The accompanying email explicitly added that the South Bend Fire Department also had no responsive records.

You can read the full letter below. What does this mean for the story?

  • No official paper trail whatsoever. Neither the police nor the fire department logged, responded to, or investigated anything at the hotel that night. This lines up exactly with what was reported in real time: hotel staff handled it internally and cleared it quickly.
  • A two-month turnaround isn’t shocking under Indiana’s APRA rules (agencies only have to acknowledge promptly and then produce records in a “reasonable” time, which can stretch depending on volume and coordination between departments). Still, it underscores how low-key the whole episode stayed on the official side.
  • The absence of records doesn’t prove a prank, but it also doesn’t dispel the suspicion. If someone pulled the alarm as a stunt (whether a rogue fan, inside job, or malfunction), it was executed in a way that never escalated beyond the front desk. No 911 call. No fire trucks. No incident report. Just a bunch of sleepy college athletes standing in the cold at 1:30 a.m. before the biggest road game of the stretch.

Head coach Wes Moore said postgame he “couldn’t explain” the flat performance and that the team “didn’t compete hard enough,” while acknowledging they had to “overcome that stuff.” Announcers on the broadcast noted how startled everyone was. Science backs up the sleep-disruption angle, especially for young adults on the road.

Bottom line: The midnight alarm remains a strange footnote in NC State’s 2025-26 season.

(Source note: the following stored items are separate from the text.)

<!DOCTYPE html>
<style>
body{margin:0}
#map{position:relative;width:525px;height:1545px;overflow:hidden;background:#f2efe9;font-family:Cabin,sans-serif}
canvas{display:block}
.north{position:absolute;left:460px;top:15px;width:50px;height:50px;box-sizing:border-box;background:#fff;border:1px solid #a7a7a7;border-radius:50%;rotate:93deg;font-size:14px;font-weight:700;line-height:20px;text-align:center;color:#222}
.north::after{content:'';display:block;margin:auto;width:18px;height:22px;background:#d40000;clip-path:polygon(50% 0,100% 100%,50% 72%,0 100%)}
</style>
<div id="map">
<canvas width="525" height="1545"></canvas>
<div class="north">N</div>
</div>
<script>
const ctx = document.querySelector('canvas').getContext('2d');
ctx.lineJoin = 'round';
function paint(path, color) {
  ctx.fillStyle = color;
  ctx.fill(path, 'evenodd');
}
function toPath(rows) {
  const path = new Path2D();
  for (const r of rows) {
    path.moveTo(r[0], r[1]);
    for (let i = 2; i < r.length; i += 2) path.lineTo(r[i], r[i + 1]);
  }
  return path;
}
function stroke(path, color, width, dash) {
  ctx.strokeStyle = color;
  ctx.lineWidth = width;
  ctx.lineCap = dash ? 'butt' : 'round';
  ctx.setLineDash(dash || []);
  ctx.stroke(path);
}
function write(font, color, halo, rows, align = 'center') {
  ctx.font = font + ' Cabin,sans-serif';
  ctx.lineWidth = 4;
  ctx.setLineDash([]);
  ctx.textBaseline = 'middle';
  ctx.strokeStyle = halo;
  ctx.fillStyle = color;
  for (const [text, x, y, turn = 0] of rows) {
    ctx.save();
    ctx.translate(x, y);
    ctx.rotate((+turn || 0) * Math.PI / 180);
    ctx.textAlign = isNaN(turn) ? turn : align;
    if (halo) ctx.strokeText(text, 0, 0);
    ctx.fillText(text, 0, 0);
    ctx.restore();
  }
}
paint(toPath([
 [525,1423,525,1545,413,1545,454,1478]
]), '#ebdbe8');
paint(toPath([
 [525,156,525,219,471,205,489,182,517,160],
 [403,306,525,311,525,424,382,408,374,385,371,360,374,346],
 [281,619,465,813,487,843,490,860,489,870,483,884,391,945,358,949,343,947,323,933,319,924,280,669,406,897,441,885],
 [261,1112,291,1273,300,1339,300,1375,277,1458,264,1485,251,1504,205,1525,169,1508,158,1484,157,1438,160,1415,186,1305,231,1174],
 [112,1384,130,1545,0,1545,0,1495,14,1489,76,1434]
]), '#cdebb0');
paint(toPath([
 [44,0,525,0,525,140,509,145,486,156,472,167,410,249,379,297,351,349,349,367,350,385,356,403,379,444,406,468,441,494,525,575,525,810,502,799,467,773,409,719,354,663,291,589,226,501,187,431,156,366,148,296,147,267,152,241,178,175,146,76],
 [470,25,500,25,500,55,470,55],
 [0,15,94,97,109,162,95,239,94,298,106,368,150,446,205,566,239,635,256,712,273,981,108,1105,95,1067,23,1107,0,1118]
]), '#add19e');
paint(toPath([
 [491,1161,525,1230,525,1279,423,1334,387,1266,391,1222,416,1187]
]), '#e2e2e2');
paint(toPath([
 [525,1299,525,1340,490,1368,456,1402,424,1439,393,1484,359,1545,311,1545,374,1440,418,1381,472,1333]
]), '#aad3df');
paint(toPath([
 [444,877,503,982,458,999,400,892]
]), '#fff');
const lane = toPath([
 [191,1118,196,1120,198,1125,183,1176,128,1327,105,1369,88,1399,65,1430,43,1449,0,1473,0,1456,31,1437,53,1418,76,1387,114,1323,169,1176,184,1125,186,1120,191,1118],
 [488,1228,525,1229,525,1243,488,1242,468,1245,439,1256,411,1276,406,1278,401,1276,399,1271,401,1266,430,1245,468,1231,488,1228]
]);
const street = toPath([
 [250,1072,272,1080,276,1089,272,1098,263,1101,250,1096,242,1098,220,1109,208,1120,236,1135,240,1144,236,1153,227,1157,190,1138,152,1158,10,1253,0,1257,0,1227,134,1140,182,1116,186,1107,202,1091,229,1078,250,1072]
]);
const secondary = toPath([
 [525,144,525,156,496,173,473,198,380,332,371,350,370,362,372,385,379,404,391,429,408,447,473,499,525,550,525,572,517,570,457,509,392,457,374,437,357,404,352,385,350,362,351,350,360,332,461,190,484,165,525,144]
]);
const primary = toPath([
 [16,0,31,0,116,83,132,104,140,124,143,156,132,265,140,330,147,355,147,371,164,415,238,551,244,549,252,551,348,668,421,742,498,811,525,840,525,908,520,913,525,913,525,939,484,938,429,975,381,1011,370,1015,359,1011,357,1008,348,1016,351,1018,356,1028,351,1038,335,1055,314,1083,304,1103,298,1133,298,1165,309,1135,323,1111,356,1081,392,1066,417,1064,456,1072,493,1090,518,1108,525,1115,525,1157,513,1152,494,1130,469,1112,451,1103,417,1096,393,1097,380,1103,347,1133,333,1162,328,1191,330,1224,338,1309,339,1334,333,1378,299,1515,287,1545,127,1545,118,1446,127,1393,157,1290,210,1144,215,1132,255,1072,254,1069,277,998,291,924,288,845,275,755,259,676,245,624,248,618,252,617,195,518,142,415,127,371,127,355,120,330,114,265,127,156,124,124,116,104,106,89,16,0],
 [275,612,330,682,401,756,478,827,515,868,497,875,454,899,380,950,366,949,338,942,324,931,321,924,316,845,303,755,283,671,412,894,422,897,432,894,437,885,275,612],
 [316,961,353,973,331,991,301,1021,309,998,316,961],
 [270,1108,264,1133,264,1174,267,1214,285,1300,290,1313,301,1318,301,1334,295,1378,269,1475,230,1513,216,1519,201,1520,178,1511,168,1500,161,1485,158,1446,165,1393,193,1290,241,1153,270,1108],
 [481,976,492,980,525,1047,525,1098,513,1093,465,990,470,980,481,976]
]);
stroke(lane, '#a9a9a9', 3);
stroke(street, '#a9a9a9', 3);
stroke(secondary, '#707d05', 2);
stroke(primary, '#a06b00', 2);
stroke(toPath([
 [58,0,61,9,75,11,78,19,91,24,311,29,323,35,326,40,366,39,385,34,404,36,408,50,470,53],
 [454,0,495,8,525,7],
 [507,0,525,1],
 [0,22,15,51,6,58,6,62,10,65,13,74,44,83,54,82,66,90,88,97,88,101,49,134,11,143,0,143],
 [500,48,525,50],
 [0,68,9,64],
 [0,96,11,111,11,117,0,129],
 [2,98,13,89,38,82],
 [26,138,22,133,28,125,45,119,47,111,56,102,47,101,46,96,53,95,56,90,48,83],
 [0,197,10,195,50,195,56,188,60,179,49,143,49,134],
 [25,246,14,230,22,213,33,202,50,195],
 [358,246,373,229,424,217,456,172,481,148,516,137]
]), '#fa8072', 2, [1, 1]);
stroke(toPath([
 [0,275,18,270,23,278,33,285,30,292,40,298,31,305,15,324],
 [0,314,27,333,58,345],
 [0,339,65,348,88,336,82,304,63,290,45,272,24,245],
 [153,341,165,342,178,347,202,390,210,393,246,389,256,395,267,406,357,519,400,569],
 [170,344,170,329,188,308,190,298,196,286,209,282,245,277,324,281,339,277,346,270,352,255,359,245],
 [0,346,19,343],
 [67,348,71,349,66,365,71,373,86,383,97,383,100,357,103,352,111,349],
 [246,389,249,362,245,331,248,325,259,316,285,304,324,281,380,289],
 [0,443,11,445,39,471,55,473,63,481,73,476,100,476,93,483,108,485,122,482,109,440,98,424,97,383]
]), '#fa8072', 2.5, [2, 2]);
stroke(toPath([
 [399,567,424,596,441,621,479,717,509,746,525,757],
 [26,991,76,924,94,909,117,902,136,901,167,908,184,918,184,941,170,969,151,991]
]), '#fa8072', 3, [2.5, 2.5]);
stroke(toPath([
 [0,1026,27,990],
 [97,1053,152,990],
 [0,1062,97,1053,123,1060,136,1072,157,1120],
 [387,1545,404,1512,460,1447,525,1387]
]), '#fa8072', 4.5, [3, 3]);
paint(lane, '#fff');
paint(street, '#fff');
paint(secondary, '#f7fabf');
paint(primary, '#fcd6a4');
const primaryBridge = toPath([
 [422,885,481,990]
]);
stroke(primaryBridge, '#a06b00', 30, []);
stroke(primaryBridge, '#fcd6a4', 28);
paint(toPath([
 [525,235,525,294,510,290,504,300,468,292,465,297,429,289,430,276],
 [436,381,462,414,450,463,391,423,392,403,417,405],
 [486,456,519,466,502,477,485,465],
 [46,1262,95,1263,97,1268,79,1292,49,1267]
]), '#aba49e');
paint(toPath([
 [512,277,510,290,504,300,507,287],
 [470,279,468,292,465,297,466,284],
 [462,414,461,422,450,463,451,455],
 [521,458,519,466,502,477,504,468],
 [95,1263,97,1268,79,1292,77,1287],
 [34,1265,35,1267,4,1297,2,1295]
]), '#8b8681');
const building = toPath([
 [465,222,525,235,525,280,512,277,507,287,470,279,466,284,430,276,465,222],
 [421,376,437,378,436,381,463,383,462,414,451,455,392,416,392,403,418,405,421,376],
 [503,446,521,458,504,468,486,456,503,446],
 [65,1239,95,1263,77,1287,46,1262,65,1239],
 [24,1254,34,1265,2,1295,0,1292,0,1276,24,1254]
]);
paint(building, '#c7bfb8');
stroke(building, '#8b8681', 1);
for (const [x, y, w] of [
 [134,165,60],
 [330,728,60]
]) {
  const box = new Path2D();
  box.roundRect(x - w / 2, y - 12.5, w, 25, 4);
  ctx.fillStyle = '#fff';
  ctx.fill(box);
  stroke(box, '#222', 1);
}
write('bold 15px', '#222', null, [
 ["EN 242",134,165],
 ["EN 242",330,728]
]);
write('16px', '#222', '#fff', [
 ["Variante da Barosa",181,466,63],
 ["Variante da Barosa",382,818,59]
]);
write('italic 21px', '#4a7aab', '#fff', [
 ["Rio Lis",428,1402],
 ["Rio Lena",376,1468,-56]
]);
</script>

The lack of any official response from South Bend authorities keeps the “prank” theory alive in my mind, even if we’ll probably never get definitive proof. Hotel security footage (if it even exists) would be the next logical place to look, but that’s outside public records jurisdiction.

I’ll keep an eye on this and any similar oddities that pop up in future road trips. In the meantime, credit to the Wolfpack for battling through the rest of the season despite whatever happened that night in South Bend. These young women are tough and they deserve every fair shot on the road.